**Work required:** In the data below, how many lines include the string "linecap"? Give only the number.

**Source data:**
______

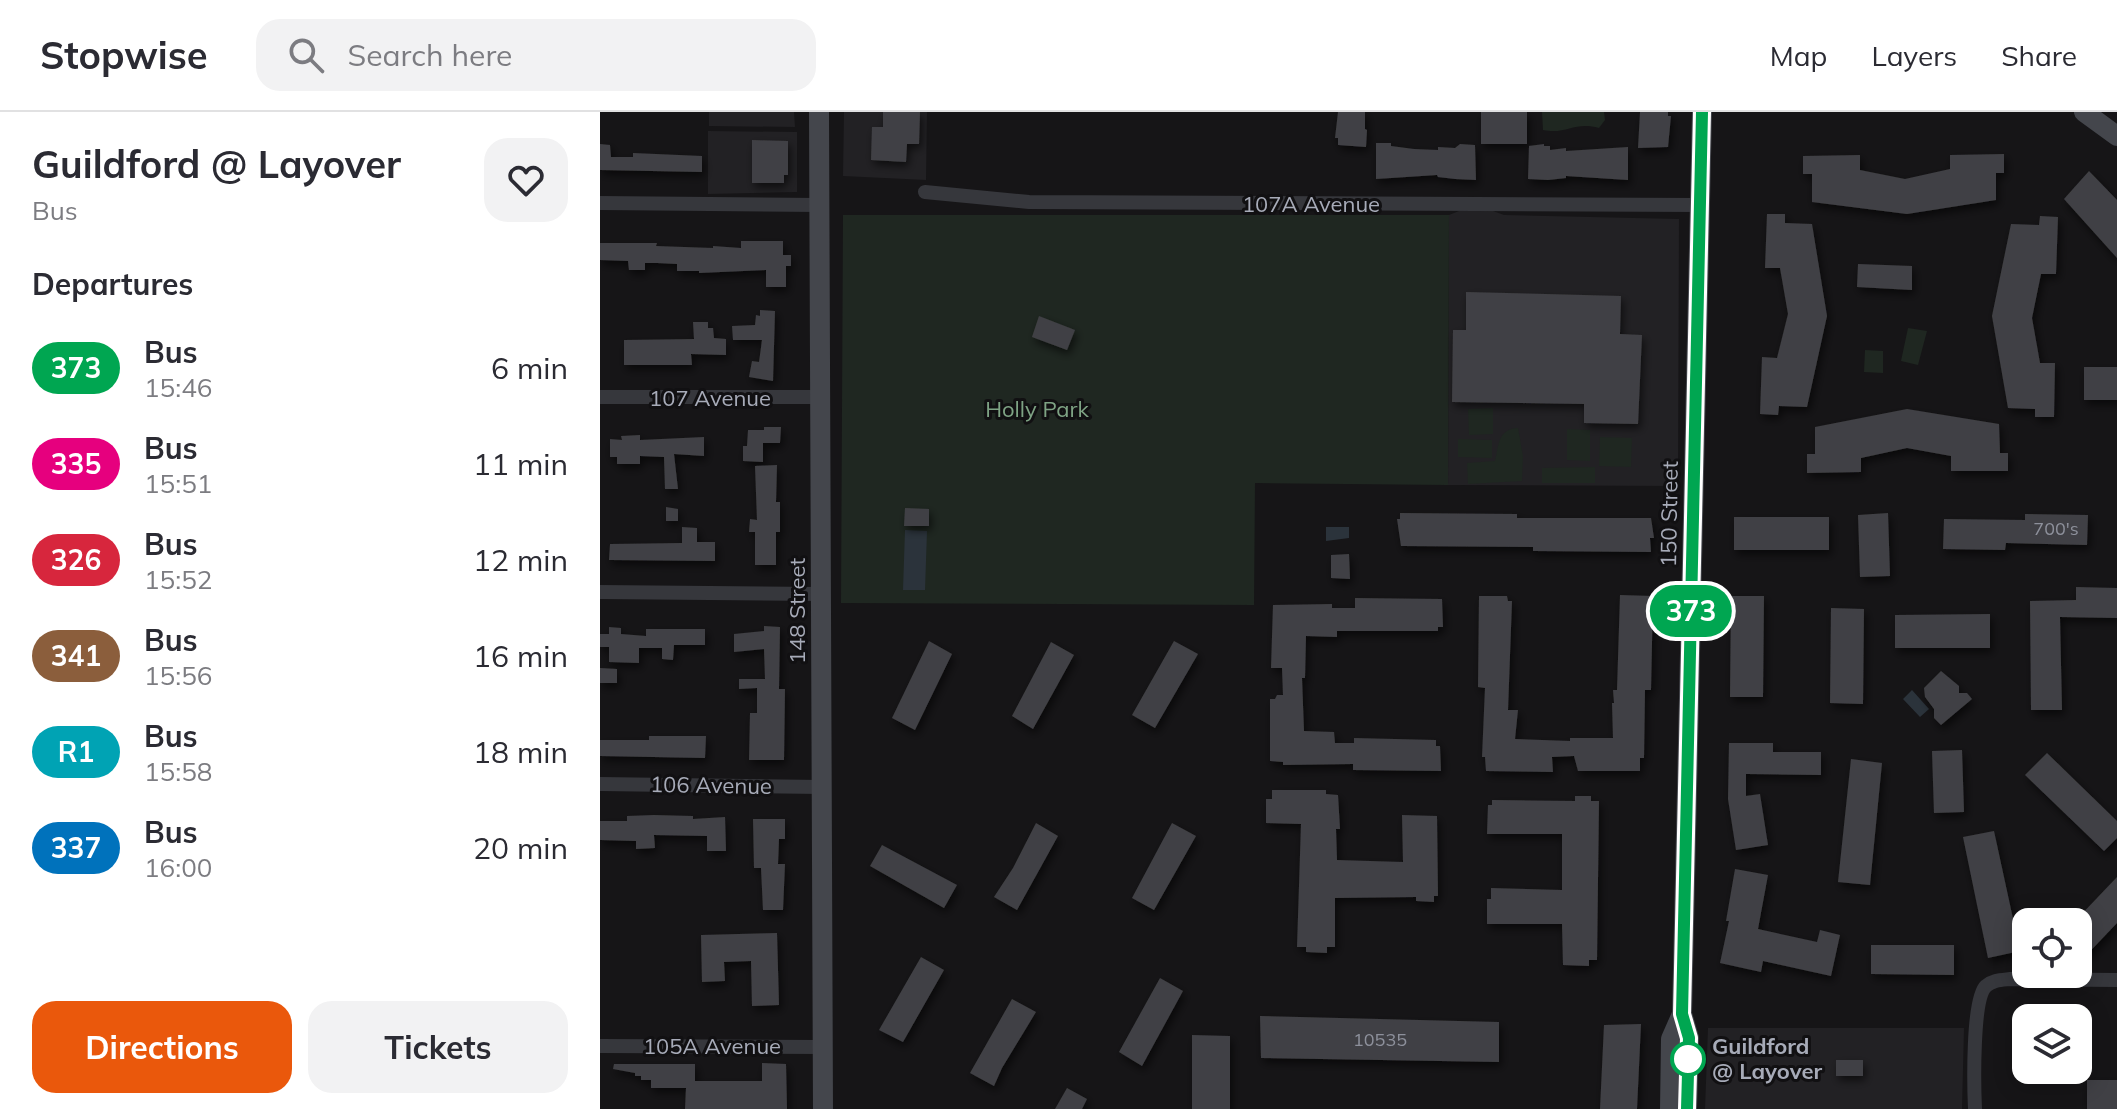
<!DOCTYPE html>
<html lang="en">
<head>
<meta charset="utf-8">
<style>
	body { margin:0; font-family:Mulish,sans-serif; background:#f2f2f3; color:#2b2b33; height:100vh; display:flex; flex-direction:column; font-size:30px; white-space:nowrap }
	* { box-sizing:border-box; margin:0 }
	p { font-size:26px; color:#7c7c81 }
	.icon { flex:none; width:44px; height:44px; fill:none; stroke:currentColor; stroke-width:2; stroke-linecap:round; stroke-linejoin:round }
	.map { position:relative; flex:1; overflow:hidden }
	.drawer { display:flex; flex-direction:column; background:#fff; width:600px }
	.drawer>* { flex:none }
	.badge { padding:0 16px; border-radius:26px; font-size:28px; line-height:52px }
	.controls { position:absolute; left:1412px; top:796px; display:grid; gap:16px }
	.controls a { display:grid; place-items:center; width:80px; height:80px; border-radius:16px; background:#fff; box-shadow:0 4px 20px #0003; font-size:40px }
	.map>.badge { position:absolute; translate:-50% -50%; box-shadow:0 0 0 4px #fff }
	h2 { padding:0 32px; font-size:30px; line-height:72px }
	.round { display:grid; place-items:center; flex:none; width:84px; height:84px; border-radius:24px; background:#f2f2f3 }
	.headline { display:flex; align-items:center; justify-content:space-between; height:136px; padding:0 32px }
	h1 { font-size:38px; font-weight:700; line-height:60px }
	.cta { display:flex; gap:16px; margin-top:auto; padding:16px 32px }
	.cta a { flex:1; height:92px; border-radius:24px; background:#ea580c; color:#fff; font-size:32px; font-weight:700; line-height:92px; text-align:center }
	.cta a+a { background:#f2f2f3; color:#2b2b33 }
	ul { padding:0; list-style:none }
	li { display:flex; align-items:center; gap:24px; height:96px; padding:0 32px }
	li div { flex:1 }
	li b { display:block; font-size:30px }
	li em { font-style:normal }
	li .badge { min-width:88px; font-weight:700; text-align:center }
	header { display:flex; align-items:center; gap:48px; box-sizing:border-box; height:112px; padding:0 40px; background:#fff; border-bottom:2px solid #e1e1e2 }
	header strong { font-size:38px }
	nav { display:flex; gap:44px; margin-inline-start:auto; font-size:28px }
	.search { width:560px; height:72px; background:#f2f2f3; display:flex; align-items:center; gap:20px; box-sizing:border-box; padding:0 28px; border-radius:24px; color:#7c7c81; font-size:30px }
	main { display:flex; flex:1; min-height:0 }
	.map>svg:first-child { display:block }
	.built { fill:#222124 }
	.green { fill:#1f2721 }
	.water { fill:#2b333b }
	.building { fill:#404044; filter:url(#shadow) }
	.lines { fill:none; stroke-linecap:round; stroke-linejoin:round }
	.minor { stroke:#36373c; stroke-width:14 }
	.secondary { stroke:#44464c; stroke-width:20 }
	.line-casing { stroke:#fff; stroke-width:18 }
	.line { stroke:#00a651; stroke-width:12 }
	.stop-dot { fill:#fff; stroke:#00a651; stroke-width:4 }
	.labels { text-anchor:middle; stroke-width:6; stroke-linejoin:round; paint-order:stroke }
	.number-label { font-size:18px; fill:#8d909b }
	.street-label { font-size:22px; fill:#a7abb8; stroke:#111012 }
	.park-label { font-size:22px; fill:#7ea384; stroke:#111012 }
	.stop-label { font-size:22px; font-weight:bold; fill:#a7abb8; stroke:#111012; text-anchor:start }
</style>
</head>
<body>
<header>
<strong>Stopwise</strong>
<div class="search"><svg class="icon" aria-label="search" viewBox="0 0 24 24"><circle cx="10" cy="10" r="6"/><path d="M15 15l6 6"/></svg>Search here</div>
<nav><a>Map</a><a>Layers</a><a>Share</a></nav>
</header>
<main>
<section class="drawer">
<div class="headline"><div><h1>Guildford @ Layover</h1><p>Bus</p></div><a class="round"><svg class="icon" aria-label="heart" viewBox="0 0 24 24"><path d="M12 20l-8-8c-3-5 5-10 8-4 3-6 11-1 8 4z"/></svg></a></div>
<h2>Departures</h2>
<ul>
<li><span class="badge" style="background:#00a651;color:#fff">373</span><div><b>Bus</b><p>15:46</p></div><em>6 min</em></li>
<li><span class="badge" style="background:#e6007e;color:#fff">335</span><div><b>Bus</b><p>15:51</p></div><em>11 min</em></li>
<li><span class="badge" style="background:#d7263d;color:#fff">326</span><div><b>Bus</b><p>15:52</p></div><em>12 min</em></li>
<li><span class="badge" style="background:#8b5e3c;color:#fff">341</span><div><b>Bus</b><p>15:56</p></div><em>16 min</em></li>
<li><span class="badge" style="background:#00a3b4;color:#fff">R1</span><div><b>Bus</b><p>15:58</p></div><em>18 min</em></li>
<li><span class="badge" style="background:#0072bc;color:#fff">337</span><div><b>Bus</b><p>16:00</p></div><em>20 min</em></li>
</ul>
<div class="cta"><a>Directions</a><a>Tickets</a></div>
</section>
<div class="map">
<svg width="1517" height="997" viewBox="0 0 1517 997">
	<defs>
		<filter id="shadow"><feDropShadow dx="2.5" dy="4.5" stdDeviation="4" flood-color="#0009"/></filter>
	</defs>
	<rect width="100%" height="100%" fill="#161517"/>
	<!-- built -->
	<path class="built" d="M109,0H194L195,15L109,14Z
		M244,0H327L326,68L243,64Z
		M108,19L197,20V80L108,82Z
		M859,99H893L904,103L1079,107L1078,374L848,373L849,103Z
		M1108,916H1364L1362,997H1105Z"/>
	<!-- green -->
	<path class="green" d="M942,0H1004L1005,8L999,16C974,9 967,23 943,18Z
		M243,103H849L848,373L655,371L654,493L241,491Z
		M1308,216L1327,219L1318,253L1301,249Z
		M1265,238L1283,239V261L1264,260Z
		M893,296V322L869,323L868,297Z
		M918,316L923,344L922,369L868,372L867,351L895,349C899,332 898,317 918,316Z
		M967,317L990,318V349L967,348Z
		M1000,325L1032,326L1031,355L999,354Z
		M858,327L892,328V346L858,345Z
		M995,355V371H942V356Z"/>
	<!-- water -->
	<path class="water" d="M726,415H749V426L726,429Z
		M305,418L327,419L325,478H303Z
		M1312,578L1329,597L1320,605L1303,587Z"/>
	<!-- building -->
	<path class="building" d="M283,0H320L319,32H307L306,50L271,48L272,15H283Z
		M738,0H765V17L767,18L766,35L738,33V26H735Z
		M881,0H927V32H881Z
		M1040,0H1068V4H1071L1068,35L1038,36Z
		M152,28L188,29V63H184V71H152Z
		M776,31H791V34L814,37L838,38V35L855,36L860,32L875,33L876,68L855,67L838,65L837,63L776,67Z
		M0,32L10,33L11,45H33V41L102,44V60L0,58Z
		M944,32V34H950V38L966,36V39L1028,35V68L966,64V66L948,68L928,67L929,34Z
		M1404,42V61H1396V88L1307,102L1212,90V62H1203V44L1260,43V58L1305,67L1350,57V43Z
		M1489,59L1517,88V146L1464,87Z
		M1167,102H1185V111L1212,112L1227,204L1207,295L1179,294L1178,303L1160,302L1162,245L1177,246L1188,202L1180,156H1165Z
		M1440,104L1458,105L1456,162H1441L1432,206L1440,251H1455L1454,305H1435V297L1408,296L1392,204L1411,112L1439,113Z
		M141,129H183V143H191V154H186V175H166V158L99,161V159H77V152L57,151H45V158H29L28,149L0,148V131H57L56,134L113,136V134L141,136Z
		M1258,152L1312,154V178L1257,175Z
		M866,180L1021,184L1020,222L1042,223L1038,312L984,311V292L852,290L853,218H866Z
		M160,198L175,199L173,269L149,265L152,249L159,250L162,228H133L132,214L155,213L156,203L160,204Z
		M439,204L475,218L467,238L432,225Z
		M93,210H108V216H113L114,226L126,227V243L91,242L92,253H24V228L94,227Z
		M1484,255H1517V288H1484Z
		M1307,297L1399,312L1400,341H1408V359H1351V344L1307,336L1261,346V360L1207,361V342H1215V315Z
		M164,315H181L180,331H163V350L143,349V334H147L148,318H164Z
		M40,323V328L104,325V344L74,342L78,377H65L64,345L40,344V352H17V345H10V327L22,328L21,324Z
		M177,353L176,390H180V420H176V453H155V420H149L150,407L157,408L155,354Z
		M66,395L78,397V409H66Z
		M305,396L329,397V414H304Z
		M800,401L917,402V406H1051L1054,426H1050L1051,440L933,439V435L801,434L797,407H800Z
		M1288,401L1290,464L1260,465L1258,403Z
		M1425,402L1488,403L1487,433L1406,431L1405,438L1343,437L1344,407L1425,408Z
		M1134,405H1229V438H1134Z
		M82,415L97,416V430H115V449L9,448L10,432L82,431Z
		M749,442L750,467L731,466V443Z
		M1476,475L1517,476V506L1460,505L1462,598H1431L1430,489L1476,488Z
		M1020,483L1053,484L1051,578H1045L1044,646H1040V659H978L974,644L952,645L953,660L886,659L885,645H882L885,576L878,575L879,484H907L908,489H912L908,598H918L915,627L970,629V626H1013L1012,591H1014L1013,578H1017Z
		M1131,484H1164L1163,585H1130Z
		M755,486L842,487L843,515H838V519H737V525L706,524L705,566H702L704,619L734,620L735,631H754V626L836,628V634H840L841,659L753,658V652L683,653V650L670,649V587H675L677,583H683L682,556H671L673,493L732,492V496H755Z
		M1231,496L1264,497L1263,592L1230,591Z
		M1390,502V536H1295V503Z
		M164,514L180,515L179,577H185L184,648H149L150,601H157V576L139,577V567H165L164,537L134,540V522L164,519Z
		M9,515L21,516V522L46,524V517H105V533H74L73,548L62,547V536H39V551L9,550V535H0V522H9Z
		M329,529L352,542L315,618L292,606Z
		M574,529L598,542L555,616L532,603Z
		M451,530L474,543L433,617L412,604Z
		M0,556L17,557V571H0Z
		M1341,559L1359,574V581H1367L1372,587L1341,613L1334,606V597L1325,585L1324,576Z
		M49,624H106L105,646L0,644V628H49Z
		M1129,631H1173V640H1221V663L1146,662V684L1160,682L1168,733L1136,738L1128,687Z
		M1362,638L1364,700L1334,701L1332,639Z
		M1447,641L1517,709V726L1504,739L1425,663Z
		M1251,647L1282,651L1270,773L1238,770Z
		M672,678H726V682L738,683L740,717H736L737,748L803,750L802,703L837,704L838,784H834V790L816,789V785L735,786V835H727V841L706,840V835H697L701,712L666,711V687H672Z
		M975,684H991V689H999L997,848H989V854L963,853L962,812H887V787H891V776L962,778V722H887L888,693H892V688L975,689Z
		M54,703L93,704V707L125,705L126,739H107V724L54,723L55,736L36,737V729L0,728V709H27V704Z
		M153,707H185V727H179L178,752H185L183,798H163L161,756H154Z
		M436,711L458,724L417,798L394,785L413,756Z
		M572,711L596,724L554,798L532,786Z
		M1394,719L1420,839L1388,846L1363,725Z
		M282,733L357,773L344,796L270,754Z
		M1135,757L1168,763L1158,817L1217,830L1220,818L1240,823L1231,864L1163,849L1161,860L1120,851L1129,809H1126Z
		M1517,765V811L1478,852V806Z
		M177,821L179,893L152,894L151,849L124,850L125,869L102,870L101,823Z
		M1271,833H1354V863L1271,862Z
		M321,845L344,858L303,930L279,918Z
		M560,866L583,879L542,954L519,940Z
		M412,887L436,900L402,956L394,974L370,961Z
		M660,904L899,910V950L661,946Z
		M1041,912L1037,997H1000L1004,913Z
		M592,923L630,924V997H592Z
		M1236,948H1263V964H1236Z
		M162,951L186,952L187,997H85L86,976H51V968H41V964H35V961L13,957L14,952H95V969H162Z
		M1487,968H1517V997H1487Z
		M467,976L487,987L482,997H455Z"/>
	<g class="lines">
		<!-- minor -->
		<path class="minor" d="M325,80L429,90L1099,93
			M0,91L218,93
			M0,285H220
			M0,480L220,482
			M0,672L222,675
			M0,934L223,935
			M1375,997C1374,975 1372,887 1386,874C1393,868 1401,868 1410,867L1517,868"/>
		<!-- secondary -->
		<path class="secondary" d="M219,0L223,997
			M1484,0L1517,24
			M1070,997L1071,927L1082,902
			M1087,997L1089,926L1082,902L1102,0"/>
	</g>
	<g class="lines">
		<!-- line casing -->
		<g class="line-casing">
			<path id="line" d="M1087,997L1089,926L1082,902L1102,0"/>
		</g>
		<!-- line -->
		<use href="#line" class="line"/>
	</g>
	<!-- markers -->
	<circle class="stop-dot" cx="1088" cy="947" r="16"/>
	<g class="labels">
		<!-- number labels -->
		<g class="number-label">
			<text x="1456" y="423">700's</text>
			<text x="780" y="934">10535</text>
		</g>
		<!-- street labels -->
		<g class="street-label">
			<text x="711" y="100">107A Avenue</text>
			<text x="110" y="294">107 Avenue</text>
			<text transform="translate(1069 402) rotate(-89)" y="8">150 Street</text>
			<text transform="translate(197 499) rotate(-90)" y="8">148 Street</text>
			<text transform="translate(111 673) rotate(1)" y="8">106 Avenue</text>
			<text x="112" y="942">105A Avenue</text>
		</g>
		<!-- park labels -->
		<g class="park-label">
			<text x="437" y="305">Holly Park</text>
		</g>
		<!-- stop labels -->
		<g class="stop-label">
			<text x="1112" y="942">Guildford<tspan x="1112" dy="25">@ Layover</tspan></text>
		</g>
	</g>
</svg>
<div class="controls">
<a><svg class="icon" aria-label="locate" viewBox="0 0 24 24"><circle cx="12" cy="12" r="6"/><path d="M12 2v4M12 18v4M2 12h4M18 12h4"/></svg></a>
<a><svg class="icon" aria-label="layers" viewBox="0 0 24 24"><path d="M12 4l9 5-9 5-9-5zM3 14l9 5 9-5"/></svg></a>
</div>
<b class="badge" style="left:1091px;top:499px;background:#00a651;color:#fff">373</b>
</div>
</main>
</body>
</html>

______

**Output for this task:** 2